(Beginning of Data supplied)

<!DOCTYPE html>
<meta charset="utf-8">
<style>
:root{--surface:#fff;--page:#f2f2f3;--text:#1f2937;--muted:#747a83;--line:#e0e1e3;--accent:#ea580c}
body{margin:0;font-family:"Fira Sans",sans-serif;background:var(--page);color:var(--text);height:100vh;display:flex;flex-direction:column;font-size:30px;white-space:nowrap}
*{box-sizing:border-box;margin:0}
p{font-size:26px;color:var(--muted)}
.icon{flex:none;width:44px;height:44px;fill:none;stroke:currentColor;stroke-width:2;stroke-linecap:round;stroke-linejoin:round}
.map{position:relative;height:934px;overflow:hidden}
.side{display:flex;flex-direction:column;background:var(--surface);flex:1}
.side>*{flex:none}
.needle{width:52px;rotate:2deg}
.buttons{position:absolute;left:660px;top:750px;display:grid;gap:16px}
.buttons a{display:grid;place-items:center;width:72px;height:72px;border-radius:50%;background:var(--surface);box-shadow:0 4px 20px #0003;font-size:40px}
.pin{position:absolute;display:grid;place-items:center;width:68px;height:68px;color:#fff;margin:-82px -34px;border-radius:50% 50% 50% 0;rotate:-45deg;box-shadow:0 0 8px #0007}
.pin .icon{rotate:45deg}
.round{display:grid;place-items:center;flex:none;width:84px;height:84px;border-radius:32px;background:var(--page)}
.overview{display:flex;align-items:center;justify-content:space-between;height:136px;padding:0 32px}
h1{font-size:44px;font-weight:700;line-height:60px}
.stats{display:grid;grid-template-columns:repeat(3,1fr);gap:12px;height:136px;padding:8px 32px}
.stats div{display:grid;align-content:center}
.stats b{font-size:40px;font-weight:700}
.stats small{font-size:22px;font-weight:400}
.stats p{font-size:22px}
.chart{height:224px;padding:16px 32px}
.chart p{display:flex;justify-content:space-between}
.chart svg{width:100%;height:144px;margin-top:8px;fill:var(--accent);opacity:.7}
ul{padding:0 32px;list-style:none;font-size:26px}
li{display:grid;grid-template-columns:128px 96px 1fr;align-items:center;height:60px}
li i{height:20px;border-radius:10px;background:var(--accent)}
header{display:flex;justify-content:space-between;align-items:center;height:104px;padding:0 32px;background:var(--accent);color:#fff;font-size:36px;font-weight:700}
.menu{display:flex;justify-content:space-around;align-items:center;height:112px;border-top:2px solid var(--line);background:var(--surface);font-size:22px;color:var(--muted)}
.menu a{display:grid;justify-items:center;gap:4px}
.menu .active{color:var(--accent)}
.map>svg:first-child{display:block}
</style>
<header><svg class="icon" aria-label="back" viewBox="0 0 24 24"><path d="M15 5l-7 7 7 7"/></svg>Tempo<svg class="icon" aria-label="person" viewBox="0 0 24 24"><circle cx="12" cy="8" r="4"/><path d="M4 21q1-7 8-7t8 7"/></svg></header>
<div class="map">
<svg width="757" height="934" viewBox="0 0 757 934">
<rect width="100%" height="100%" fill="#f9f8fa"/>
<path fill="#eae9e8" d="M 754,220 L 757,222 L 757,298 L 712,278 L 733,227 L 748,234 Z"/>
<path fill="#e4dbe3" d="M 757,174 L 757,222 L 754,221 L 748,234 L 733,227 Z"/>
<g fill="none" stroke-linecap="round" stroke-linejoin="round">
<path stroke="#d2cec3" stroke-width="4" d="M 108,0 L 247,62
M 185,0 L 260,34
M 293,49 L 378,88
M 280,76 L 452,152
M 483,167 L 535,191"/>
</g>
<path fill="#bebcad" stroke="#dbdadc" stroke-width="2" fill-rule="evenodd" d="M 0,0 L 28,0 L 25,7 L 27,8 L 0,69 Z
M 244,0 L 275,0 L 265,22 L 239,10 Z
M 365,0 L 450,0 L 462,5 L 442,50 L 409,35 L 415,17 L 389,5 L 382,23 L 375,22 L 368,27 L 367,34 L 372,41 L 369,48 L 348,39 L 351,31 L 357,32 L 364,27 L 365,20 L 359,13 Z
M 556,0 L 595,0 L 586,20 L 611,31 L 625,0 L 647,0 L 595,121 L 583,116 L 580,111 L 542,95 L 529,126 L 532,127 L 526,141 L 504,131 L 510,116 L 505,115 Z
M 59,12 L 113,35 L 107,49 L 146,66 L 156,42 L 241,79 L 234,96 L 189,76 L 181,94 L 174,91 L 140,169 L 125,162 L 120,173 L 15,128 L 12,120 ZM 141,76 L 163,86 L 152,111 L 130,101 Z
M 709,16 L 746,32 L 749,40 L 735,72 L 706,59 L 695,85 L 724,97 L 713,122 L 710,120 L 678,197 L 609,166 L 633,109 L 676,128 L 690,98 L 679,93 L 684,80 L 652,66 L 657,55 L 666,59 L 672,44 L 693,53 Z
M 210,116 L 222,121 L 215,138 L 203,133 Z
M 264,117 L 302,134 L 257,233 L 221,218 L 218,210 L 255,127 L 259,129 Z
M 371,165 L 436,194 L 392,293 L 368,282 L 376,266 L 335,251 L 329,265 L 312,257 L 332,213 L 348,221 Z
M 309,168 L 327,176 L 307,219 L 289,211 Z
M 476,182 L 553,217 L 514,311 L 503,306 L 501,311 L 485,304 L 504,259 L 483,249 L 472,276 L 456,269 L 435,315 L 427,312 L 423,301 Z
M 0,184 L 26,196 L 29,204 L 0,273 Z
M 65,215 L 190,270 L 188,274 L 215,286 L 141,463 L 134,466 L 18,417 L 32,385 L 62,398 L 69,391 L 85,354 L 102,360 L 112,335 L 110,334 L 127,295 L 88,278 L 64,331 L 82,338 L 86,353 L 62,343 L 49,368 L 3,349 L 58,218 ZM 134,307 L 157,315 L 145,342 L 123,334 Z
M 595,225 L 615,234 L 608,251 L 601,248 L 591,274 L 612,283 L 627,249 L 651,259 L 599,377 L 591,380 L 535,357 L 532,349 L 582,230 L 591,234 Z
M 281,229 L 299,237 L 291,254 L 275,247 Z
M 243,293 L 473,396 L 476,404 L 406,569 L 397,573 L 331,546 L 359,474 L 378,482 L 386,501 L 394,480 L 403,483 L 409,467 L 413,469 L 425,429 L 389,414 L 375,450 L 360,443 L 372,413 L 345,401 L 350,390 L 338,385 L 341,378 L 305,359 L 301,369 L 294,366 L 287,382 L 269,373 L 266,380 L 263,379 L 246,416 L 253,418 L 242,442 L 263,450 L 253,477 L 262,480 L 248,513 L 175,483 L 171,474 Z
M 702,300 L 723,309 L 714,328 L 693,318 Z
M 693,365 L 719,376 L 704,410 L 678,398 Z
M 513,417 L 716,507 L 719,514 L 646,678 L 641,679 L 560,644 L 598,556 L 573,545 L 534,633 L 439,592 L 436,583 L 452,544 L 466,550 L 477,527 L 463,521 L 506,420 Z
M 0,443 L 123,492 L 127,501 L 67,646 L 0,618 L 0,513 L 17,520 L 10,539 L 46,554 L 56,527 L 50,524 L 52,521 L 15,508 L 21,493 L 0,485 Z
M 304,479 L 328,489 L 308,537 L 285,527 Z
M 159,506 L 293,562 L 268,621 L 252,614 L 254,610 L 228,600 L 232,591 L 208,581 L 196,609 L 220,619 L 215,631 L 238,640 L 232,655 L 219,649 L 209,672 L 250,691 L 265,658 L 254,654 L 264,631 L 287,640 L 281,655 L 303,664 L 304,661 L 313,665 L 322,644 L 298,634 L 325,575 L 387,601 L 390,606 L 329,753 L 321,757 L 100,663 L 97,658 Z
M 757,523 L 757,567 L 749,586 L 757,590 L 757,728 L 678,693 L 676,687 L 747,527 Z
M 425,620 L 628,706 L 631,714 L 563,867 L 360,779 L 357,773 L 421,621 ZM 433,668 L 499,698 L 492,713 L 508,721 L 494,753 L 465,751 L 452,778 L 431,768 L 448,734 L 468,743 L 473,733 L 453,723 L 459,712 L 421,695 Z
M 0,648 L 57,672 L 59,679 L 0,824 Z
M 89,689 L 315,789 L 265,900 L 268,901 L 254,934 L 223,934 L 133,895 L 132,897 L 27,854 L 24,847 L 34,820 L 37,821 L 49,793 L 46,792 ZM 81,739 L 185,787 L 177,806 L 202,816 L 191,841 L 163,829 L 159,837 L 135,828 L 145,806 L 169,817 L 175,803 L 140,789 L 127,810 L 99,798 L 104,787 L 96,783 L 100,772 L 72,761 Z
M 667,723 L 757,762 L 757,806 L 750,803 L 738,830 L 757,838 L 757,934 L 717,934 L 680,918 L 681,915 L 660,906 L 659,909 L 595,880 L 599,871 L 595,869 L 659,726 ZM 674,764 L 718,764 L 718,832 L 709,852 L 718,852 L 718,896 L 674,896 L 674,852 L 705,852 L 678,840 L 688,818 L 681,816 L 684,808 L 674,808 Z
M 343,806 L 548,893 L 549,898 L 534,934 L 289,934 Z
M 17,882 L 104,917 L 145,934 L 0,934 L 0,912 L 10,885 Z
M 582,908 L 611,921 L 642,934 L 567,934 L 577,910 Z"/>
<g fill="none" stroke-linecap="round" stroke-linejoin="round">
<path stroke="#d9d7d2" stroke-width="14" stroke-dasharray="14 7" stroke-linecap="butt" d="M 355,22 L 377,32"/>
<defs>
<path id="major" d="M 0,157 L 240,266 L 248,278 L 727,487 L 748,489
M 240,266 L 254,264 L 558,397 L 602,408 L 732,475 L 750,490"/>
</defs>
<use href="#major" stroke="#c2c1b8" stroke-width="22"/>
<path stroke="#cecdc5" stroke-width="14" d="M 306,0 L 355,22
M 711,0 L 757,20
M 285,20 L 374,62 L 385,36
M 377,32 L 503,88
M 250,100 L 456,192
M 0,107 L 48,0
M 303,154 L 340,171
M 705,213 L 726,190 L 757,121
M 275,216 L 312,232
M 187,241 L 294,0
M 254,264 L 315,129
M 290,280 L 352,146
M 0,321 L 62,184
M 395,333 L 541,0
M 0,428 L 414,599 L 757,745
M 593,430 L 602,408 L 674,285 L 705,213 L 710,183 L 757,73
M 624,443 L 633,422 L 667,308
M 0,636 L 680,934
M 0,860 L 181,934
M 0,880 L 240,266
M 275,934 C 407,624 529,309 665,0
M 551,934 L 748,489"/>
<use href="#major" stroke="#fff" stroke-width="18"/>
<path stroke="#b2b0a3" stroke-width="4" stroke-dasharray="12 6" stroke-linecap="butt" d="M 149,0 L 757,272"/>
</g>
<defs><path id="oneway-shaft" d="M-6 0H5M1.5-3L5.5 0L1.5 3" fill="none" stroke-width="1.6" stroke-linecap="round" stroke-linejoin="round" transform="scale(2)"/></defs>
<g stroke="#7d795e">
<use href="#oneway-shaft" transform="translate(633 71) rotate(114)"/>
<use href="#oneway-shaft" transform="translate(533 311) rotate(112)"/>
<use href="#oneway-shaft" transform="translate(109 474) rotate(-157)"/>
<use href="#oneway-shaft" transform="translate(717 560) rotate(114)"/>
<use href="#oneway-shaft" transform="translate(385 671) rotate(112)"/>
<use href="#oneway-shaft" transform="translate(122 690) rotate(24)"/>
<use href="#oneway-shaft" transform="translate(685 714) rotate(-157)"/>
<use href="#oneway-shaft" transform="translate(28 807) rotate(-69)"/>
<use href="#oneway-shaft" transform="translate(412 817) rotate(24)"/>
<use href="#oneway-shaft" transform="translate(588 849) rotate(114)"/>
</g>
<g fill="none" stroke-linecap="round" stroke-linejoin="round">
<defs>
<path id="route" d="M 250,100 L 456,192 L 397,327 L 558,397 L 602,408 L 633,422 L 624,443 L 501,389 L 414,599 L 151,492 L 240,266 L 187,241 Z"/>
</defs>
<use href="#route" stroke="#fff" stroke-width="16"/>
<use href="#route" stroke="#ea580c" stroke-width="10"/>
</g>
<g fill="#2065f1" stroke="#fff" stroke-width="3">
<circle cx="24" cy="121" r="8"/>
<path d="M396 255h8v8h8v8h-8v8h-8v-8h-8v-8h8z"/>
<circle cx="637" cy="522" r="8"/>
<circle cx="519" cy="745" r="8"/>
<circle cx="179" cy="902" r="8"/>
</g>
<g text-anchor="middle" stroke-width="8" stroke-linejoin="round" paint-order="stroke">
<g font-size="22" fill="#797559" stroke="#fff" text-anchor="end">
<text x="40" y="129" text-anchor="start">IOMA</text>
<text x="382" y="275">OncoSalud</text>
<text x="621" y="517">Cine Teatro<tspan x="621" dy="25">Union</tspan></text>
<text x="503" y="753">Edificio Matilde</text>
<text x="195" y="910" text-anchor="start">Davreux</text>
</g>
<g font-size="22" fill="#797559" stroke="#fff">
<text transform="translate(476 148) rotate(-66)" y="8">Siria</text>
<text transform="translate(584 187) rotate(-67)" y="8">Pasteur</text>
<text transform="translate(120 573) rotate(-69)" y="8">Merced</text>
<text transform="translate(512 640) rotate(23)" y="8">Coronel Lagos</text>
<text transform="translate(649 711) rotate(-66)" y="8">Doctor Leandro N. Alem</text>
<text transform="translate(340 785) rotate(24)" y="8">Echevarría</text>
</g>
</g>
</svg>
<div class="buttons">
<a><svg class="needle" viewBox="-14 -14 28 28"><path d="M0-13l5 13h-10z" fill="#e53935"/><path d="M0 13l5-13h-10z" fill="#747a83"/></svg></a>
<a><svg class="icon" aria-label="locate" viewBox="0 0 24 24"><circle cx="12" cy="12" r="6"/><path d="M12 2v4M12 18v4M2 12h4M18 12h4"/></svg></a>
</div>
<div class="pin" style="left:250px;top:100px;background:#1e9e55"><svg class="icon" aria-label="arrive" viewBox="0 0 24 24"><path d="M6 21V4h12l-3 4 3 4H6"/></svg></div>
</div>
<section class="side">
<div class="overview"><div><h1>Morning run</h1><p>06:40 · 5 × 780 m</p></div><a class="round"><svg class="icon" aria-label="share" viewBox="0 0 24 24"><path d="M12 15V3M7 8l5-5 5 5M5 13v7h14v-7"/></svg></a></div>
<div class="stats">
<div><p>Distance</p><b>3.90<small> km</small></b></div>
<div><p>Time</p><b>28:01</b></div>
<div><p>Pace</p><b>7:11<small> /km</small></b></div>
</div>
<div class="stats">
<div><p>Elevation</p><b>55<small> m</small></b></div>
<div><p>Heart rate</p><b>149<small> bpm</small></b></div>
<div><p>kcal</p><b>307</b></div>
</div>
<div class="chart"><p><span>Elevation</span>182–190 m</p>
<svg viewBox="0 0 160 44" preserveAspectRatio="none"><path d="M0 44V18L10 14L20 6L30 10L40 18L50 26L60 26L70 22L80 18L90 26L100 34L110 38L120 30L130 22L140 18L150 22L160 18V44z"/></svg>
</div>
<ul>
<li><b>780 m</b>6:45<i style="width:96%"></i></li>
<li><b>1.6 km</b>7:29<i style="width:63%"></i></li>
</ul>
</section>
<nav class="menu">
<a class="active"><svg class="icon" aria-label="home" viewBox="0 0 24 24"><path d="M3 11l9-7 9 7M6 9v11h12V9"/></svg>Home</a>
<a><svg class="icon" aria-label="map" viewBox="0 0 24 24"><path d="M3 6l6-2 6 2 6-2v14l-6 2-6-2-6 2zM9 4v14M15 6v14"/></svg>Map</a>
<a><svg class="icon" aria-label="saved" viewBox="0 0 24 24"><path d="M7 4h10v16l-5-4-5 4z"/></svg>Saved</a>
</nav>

(End of Data supplied)

Exercise aim
Return only the lines of the records in which the string "Elevation" appears.

Solution to this task
<div><p>Elevation</p><b>55<small> m</small></b></div>
<div class="chart"><p><span>Elevation</span>182–190 m</p>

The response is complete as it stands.